Relatos del Fuego - Capítulo 1


1.- Por qué.

La cocina y la soledad se parecen, son entidades palimpsesticas y por tanto portadoras de belleza, son como huellas que van dando paso a otras y otras, acumulándose, replegándose, transmutándose, dejando memorias de vidas lejanas que no terminan de irse; cocina y soledad son una y muchas, huellas que cuando ya se acercan a la extinción se empeñan en quedarse, unas veces como legados, otras fusionadas y reinventadas. No damos importancia a las señales que nos llegan cuando menos las esperamos. Dejamos pasar esos leves estremecimientos, chispazos de plenitud sólo comparable a la intensa inspiración-expiración que llega al terminar una buena lectura, o a esos hálitos de frescura que dejan los viajes a países viejos y los sueños hermosos. Eso debe ser lo más parecido a la felicidad, momentos ideales para encarar la escritura a modo de contener y saber jugar con las sombras rizomáticas que asaltan de todos los rincones ostensiblemente empeñadas en dirigir el texto a su antojo. 
 
Tomé la decisión de escribir por el temor de perder la memoria. Confieso que casi me dejo llevar por la tentación de escribir un libro de autoayuda, sí lo confieso, y no porque esté convencida de mis dotes sanadoras a través de la palabra, sino porque me daba una mezquina y rabiosa envidia ver cómo llega Pablo Coelho e Ismael Cala a conectarse con tanta gente que no quiere o no puede controlar la angustia que sobreviene a la ansiedad. Pero finalmente triunfó la cordura y me puse a pensar en un posible cicerón que condujera mis meandros de vida y de inmediato lo vi en la cocina. 
 
Nunca he dejado de rememorar los espacios de mi infancia, en eso coincido con Valeria Luiselli cuando dice que las personas sólo tienen dos residencias permanentes, la casa de la infancia y la tumba; el asunto aquí es que viví mi infancia en varias casas por eso me sorprendo.
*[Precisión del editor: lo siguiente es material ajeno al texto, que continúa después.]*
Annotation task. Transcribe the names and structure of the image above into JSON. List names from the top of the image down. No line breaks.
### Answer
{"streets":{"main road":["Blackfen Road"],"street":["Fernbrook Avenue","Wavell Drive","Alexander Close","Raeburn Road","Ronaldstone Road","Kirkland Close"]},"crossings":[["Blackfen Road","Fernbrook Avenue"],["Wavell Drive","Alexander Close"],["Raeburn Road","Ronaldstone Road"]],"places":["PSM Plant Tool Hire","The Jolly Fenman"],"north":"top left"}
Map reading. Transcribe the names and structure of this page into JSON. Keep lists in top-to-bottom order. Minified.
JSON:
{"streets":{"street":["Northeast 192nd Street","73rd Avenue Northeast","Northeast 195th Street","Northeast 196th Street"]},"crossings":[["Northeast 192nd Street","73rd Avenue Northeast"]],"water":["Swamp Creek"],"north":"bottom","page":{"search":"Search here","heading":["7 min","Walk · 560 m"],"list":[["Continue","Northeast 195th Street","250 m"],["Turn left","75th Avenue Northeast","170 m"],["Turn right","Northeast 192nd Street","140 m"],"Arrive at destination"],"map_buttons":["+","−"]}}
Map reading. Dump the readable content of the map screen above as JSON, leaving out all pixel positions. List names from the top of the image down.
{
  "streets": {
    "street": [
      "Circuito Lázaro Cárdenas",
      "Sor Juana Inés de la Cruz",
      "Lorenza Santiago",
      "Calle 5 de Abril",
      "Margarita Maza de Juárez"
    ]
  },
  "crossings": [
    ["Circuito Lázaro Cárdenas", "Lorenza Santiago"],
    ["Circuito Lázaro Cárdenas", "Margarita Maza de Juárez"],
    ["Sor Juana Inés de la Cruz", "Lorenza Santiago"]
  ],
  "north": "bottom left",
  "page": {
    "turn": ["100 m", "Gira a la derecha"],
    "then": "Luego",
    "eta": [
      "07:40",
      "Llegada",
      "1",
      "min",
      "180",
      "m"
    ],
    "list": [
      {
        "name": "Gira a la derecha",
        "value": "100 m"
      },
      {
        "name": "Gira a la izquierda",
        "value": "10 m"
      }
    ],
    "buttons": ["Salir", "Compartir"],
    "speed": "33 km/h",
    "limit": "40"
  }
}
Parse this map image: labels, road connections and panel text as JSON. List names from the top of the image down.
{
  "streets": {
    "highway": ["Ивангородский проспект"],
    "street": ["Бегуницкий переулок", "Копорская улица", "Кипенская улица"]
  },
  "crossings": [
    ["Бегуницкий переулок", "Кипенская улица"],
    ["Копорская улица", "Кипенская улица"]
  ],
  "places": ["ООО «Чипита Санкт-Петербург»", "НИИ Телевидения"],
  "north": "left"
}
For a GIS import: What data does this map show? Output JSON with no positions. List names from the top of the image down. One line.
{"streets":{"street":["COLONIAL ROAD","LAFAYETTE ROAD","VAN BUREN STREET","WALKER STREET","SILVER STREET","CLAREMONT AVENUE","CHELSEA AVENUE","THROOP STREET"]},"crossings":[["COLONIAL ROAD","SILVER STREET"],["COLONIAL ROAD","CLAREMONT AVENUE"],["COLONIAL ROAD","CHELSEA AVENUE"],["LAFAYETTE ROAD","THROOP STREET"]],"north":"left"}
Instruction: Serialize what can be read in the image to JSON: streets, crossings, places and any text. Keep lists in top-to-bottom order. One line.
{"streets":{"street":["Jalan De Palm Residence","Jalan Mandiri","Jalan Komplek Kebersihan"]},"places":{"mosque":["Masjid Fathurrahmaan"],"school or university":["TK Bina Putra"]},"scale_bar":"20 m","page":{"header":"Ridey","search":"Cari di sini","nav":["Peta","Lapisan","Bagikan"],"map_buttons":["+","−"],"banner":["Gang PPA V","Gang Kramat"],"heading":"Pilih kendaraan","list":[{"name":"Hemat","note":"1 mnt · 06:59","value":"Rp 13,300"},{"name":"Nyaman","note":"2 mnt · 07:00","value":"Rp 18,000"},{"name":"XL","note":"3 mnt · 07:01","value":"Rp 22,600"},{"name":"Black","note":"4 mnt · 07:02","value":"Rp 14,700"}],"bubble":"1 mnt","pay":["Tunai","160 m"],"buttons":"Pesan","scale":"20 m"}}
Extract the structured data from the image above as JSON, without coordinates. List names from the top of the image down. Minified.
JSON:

Tuvimos mudanzas constantes, sin embargo, lo percibo como un solo lugar, el mismo siempre, me veo en un patio rectangular, sin techo, que obligaba a buscar los rincones para protegernos del sol debajo de las esquineras de las canales de lluvia; pero lo que recuerdo con más claridad son los mosaicos del piso en tonalidades verdes y fucsias. Creo que la más firme conciencia que tenemos de la vida es la de la infancia, el espacio permanente e inmutable. El tiempo a salvo y la emoción a buen resguardo.
Muchas veces, quizás la mayoría de las veces diría yo, los atributos del hombre son invisibles a los demás y a nosotros mismos; invisibilidad que en ocasiones se manifiesta en desasosiegos recurrentes, en atisbos de locura, o en sensaciones de extrañamiento que nos hacen sentir profundamente solos en medio de la gente. El camino de la espiritualidad pudiera ser salvadora pues despeja el sendero y suaviza los tropiezos. Para otros en cambio, la máxima expresión de paz es la introspección de la idea de la muerte, que aprehendemos de la vida para conocerla sin temor, pero también, acariciar con dulzura esa idea es un sutil indicio de que no acercamos a la vejez. Mi memoria está por escaparse, de modo que intento retener aquello que no ha perdido sentido: la imperfección, la simpleza, el no sé qué de la felicidad que aparece cuando no existen motivos, semejantes a parajes desolados, imágenes de desamparo que al evocarlos, irónicamente, no son ni tristes ni trágicos, sólo espacios inexplorados e inocuos.
Los olores del pasado que una vez fueron intensos, son cada vez más débiles, las imágenes más tenues y difusas, la sonoridad del eco desvanece lentamente, y hace más lejanas las palabras, se agudizan los silencios envueltos en recuerdos fragmentados, desdibujados, superpuestos.
En los últimos años escucho un silencio perfecto, portador de sensaciones arcanas, íntimo y revelador de una verdad nítida e incuestionable, el acercamiento de la vejez. Una pulsión inquietante que abrasa. Siento su proximidad en el asalto de recuerdos lejanos que abren la puerta de la desmemoria. Los recuerdos que deseo fijar son los de mi cocina. Mi cocina fue mi verdad, la pasión que dio sentido a una vida escindida y monótona. Mi vínculo con los demás, porque si la cocina es soledad, la comida es comunión, a nadie le gusta comer solo o con extraños, al menos eso me pasaba en mi época universitaria, sólo disfruto la comida que comparte con seres queridos.
Me pregunto o se preguntará Usted porqué llegan estos pensamientos con tanta premura, y yo le respondería porque ahora sí estoy sola y no porque no tenga compañía sino porque vivo en medio de la perplejidad. Sola y vaciada de entorno, de complicidades, de arraigos. No reconozco ni me reconozco en el país que tengo en mi presente.
De pronto los demás tampoco me reconocen, quizás porque no compartimos lo que realmente somos. Me he convertido en Martín Romaña, el que viene de vuelta, el incomprendido, el único que veía con claridad la estupidez humana cuando los demás bailaban la danza de la utopía, pasé a ser un personaje extraño en mi propio país. Qué cuándo quise volver a mi pasado?, cuando quise morir, quise morir porque quería vivir, porque estaba sana, porque estaba en paz en mi interior en una sociedad enferma, desquiciada, errática y convulsionada, entonces cerré la puertas de la calle y abrí la de mi yo que era otro, ese otro yo deicida y místico al mismo tiempo.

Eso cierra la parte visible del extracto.